Start-up franchise fee
Most people with a passing knowledge of the franchise model are aware of the start-up franchise fee. This payment is usually made by the franchisee to the franchisor once a finalized agreement is signed and the franchise license is granted. More often than not, this initial fee can be made in other forms such as a payment schedule. This payment is typically submitted as a one-time, lump-sum payment.
Generally, the start-up franchise fee is made to the franchisor in return for an agreement to supplying the goods, processes, and intangibles that the franchisee will need to get the business operational. This can include things such as:
- Branded materials
- Proprietary equipment
- Site identification expertise
- Recruiting tools
- Training manuals
Start-up franchise fees vary depending on the brand, and the amount is usually determined by the breadth of the capital commitment from the franchisor to the franchisee.
Brand license fees/royalties
Many, although not all franchisors, will also assess royalty fees to each of their various franchisees. These royalty fees are also known as brand license fees, and they are ongoing payments made by the franchisee on a pre-determined schedule, most likely quarterly or annually.
Royalty fees can take many different forms and be configured in multiple different ways, so it’s vital for any prospective franchisee to carefully examine the section of the agreement that outlines on-going payments and compare them with comparable franchises. They are often calculated as a percentage of gross revenue, but some companies choose to mandate an additional mark-up on each product sold that gets set aside for the franchisor. Additionally, they can be set at a fixed percentage, or the percentage may fluctuate to account for seasonal periods, market fluctuations, or other phenomena.

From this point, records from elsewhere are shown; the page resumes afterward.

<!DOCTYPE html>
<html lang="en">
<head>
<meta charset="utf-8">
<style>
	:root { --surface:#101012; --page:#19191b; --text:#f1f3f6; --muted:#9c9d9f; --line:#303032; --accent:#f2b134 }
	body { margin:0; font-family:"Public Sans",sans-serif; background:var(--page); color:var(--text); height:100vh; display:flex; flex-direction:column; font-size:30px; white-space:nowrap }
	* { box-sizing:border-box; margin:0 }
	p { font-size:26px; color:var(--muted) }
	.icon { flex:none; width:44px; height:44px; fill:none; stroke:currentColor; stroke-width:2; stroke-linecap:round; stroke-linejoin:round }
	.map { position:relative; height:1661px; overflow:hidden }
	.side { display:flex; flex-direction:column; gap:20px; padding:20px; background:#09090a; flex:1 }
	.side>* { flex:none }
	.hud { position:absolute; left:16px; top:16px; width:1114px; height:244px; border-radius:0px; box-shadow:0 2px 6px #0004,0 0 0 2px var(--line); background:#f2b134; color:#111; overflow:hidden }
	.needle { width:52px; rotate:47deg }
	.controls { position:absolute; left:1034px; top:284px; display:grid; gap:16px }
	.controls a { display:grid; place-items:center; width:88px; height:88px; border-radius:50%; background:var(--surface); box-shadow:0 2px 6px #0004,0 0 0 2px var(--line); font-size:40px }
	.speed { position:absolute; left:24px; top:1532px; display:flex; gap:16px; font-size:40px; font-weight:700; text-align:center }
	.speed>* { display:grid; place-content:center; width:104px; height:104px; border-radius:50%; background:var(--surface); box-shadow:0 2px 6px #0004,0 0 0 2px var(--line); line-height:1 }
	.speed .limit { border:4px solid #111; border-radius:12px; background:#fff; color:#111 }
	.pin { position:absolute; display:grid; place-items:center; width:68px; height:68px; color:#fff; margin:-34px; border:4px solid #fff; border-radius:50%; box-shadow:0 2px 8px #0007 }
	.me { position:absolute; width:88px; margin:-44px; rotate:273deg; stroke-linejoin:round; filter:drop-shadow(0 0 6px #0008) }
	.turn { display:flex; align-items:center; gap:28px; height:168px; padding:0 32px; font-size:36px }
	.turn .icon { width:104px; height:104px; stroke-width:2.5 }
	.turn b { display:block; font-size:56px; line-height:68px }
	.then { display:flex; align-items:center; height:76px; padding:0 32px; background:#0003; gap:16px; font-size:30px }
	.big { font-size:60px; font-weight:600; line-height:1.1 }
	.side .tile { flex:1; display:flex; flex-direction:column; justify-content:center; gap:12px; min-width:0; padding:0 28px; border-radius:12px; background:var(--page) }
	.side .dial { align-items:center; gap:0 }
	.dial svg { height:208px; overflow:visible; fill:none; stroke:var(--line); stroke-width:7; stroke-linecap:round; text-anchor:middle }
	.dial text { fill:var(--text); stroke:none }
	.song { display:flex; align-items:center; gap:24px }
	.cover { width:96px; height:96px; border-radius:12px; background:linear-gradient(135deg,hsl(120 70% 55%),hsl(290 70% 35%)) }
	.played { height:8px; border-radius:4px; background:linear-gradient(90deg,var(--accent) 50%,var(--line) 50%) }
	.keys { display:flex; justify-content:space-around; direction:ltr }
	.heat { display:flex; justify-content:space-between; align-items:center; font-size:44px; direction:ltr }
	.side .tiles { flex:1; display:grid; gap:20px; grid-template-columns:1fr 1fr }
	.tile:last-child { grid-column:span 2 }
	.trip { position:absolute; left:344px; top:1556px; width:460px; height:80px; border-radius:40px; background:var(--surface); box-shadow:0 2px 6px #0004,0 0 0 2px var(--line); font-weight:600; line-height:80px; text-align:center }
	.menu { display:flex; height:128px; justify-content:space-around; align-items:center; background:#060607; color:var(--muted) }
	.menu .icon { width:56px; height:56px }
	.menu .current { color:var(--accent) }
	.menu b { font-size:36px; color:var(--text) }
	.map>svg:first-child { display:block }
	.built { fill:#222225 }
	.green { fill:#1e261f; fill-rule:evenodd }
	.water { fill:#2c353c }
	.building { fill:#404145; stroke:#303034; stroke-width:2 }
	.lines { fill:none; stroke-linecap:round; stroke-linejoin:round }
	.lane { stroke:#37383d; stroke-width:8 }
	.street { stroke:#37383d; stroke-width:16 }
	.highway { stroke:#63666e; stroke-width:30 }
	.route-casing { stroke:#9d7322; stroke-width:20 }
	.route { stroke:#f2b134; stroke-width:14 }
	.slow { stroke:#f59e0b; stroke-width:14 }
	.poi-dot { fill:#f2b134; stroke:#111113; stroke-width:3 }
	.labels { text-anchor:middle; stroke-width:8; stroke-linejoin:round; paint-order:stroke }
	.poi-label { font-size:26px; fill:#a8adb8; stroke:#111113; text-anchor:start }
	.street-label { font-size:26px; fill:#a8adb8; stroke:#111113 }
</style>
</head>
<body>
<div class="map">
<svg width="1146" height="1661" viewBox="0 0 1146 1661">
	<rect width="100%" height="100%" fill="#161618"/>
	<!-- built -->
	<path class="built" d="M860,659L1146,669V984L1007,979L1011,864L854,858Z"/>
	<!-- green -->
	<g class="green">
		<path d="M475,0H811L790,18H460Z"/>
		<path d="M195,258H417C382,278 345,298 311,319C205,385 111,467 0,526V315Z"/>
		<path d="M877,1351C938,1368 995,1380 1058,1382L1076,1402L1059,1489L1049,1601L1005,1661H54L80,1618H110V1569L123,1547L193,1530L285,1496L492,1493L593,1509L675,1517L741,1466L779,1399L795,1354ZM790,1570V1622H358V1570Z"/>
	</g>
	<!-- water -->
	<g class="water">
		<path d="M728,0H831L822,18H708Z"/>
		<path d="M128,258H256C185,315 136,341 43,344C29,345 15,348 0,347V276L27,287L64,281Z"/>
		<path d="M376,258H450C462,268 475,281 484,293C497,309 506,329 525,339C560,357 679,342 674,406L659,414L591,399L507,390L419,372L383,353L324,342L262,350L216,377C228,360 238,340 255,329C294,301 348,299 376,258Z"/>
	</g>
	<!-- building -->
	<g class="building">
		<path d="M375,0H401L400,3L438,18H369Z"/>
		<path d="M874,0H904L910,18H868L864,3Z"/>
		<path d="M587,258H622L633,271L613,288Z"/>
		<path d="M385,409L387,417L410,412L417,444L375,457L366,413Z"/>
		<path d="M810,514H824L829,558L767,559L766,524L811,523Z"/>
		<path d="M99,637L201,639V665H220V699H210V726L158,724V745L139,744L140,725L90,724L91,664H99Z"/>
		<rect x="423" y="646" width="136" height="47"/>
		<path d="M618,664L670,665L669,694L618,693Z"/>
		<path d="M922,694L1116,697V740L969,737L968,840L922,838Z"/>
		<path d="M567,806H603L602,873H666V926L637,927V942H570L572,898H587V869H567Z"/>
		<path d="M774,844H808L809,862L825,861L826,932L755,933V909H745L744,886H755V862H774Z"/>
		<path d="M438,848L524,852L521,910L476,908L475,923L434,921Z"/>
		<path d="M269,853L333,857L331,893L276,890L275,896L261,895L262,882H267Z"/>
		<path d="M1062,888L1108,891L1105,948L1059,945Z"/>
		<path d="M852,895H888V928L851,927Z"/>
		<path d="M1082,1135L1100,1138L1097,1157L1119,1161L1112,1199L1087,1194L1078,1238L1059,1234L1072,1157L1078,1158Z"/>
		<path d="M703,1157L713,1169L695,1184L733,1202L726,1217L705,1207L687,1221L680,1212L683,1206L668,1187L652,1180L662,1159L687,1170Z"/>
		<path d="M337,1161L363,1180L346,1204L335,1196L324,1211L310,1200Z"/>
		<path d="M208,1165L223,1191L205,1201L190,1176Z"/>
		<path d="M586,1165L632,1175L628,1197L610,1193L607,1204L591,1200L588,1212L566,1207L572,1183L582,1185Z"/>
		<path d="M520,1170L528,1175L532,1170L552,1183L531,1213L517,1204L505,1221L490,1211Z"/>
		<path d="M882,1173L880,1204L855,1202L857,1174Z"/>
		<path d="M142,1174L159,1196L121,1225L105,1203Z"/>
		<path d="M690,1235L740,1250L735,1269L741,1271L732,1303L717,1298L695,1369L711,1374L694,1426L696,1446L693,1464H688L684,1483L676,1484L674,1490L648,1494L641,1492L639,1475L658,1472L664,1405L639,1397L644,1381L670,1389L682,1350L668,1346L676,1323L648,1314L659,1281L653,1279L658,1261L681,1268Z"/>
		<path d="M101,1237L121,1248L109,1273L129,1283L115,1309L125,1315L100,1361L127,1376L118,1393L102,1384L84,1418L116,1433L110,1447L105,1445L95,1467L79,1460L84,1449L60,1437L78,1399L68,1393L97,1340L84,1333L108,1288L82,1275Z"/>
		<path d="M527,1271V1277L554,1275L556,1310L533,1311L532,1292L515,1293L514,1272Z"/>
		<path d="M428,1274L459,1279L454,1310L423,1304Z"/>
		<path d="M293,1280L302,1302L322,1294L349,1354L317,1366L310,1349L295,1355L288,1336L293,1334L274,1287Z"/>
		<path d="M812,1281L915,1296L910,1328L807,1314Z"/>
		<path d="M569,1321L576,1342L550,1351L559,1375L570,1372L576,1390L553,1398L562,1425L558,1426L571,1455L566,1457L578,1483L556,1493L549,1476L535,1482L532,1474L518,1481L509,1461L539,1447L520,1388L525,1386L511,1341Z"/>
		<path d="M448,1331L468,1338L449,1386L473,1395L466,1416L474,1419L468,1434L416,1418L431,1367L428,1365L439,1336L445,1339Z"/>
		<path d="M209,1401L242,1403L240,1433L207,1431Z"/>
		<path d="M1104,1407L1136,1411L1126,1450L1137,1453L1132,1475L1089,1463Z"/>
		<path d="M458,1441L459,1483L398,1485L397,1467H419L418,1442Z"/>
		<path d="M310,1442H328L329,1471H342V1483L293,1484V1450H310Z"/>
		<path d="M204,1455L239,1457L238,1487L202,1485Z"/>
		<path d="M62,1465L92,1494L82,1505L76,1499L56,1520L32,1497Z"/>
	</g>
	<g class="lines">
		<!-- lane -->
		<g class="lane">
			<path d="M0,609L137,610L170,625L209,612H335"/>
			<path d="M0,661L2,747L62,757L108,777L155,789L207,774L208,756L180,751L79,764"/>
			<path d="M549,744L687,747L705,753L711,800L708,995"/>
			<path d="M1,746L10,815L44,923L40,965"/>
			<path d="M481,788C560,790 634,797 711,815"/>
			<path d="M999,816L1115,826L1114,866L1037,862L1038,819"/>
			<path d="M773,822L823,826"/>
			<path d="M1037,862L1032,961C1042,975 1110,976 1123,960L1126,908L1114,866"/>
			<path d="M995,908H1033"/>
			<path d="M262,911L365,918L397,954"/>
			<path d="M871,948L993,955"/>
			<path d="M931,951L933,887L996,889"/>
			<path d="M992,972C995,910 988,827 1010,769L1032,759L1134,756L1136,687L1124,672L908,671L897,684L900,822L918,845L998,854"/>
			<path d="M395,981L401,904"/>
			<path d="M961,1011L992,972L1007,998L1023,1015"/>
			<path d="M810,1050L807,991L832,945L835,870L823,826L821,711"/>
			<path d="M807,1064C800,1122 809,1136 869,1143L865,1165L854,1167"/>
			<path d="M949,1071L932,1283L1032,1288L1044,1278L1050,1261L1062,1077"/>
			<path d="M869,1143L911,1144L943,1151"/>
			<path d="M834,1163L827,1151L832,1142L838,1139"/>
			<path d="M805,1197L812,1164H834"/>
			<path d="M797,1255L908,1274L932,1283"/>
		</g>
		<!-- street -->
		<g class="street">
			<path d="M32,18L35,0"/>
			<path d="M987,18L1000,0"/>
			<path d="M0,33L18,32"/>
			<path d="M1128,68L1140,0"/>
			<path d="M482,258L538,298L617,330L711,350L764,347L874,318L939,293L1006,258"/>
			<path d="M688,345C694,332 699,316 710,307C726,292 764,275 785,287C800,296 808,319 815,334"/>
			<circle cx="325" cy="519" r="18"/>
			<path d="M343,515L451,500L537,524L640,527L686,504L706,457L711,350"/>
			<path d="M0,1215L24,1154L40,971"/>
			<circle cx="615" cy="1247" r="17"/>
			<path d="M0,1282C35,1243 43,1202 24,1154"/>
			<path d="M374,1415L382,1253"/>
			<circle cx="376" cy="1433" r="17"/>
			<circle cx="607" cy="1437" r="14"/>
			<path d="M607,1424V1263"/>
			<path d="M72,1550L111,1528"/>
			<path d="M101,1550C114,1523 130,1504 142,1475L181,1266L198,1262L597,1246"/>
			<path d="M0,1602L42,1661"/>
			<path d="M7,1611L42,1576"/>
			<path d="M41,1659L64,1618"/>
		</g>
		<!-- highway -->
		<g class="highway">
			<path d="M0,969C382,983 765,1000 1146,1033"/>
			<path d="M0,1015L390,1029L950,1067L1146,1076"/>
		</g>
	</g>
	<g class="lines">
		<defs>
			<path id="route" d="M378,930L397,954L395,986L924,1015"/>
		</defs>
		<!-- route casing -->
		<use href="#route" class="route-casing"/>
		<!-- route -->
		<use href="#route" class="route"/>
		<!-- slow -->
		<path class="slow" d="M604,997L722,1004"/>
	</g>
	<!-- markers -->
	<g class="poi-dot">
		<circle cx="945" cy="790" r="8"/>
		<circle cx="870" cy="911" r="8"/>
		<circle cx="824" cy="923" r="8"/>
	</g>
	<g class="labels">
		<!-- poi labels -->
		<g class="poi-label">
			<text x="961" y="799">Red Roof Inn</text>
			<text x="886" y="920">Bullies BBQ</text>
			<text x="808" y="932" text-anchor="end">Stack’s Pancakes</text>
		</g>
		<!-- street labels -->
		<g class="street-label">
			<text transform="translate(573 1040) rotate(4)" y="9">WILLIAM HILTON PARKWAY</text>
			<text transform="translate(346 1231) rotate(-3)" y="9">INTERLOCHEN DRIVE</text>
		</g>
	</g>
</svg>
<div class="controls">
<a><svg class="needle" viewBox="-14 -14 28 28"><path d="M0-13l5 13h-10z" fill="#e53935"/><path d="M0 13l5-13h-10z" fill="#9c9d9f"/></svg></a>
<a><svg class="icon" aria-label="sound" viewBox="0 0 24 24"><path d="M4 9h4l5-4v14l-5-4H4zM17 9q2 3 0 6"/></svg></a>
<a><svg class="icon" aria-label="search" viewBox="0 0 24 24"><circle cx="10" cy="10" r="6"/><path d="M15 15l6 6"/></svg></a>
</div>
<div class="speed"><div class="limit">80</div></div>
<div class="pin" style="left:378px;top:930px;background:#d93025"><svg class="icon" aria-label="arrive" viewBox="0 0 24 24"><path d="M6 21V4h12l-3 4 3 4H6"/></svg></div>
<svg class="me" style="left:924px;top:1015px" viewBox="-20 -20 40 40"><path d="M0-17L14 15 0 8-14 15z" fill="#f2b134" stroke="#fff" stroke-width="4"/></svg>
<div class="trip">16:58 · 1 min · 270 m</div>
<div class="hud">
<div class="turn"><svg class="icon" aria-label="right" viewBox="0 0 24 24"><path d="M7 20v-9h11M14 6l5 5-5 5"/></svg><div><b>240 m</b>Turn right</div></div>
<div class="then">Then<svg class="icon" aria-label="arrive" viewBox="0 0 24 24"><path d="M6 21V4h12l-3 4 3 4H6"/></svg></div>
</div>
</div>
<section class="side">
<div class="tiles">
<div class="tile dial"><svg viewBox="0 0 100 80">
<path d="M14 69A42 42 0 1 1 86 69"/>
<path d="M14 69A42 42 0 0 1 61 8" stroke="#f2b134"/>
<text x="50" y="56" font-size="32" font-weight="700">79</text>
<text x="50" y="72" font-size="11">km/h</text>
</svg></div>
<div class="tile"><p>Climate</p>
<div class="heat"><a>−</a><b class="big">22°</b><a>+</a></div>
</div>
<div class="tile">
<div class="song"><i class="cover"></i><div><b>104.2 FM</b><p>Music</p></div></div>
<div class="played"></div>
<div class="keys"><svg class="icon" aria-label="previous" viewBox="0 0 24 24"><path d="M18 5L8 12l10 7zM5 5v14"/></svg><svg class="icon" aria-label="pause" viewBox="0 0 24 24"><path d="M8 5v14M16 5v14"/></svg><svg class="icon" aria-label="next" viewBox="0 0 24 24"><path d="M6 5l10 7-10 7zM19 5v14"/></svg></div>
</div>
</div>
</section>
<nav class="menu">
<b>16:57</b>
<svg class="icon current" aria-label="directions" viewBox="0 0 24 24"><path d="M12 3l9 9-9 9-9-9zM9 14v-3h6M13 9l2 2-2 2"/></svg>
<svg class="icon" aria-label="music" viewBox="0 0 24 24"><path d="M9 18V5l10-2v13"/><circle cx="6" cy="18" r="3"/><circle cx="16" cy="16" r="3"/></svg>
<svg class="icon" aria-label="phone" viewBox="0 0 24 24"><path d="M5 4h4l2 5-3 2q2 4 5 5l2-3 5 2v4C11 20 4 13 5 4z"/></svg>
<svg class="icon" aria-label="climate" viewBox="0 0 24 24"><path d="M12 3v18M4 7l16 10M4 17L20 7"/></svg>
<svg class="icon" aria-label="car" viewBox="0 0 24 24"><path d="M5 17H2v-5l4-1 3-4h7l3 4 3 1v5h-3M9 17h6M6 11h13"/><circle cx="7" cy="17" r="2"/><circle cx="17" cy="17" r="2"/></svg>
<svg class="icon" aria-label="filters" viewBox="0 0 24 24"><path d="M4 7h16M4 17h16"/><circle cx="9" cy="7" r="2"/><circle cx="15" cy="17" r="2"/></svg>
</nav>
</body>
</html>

Franchisees benefit significantly from the regional, national, or even global advertising apparatus of the parent company, so it’s not a surprise that they’re asked to offset some of the associated costs. Advertising fees are most often assessed as a percentage of sales, similar to royalty payments, but they can also be charged as a specified amount. It’s important for franchisees to remember that for most companies these fees go directly to the national or regional advertising costs, and franchisees are expected to cover any local advertising needs on their own.
The fees listed so far are the most common charges a franchisee can expect to encounter, but they are not the only ones. If the franchise agreement is a contract set for a specific period of time, the franchisor may assess a renewal fee should the franchisee opt to continue. In the event that a franchisee wishes to sell their business to someone, the franchisor may choose to levy a transfer fee as a part of the agreement. Additionally, franchisors may have stipulations to assess additional fees for situations such as new technology implementation, or retraining initiatives.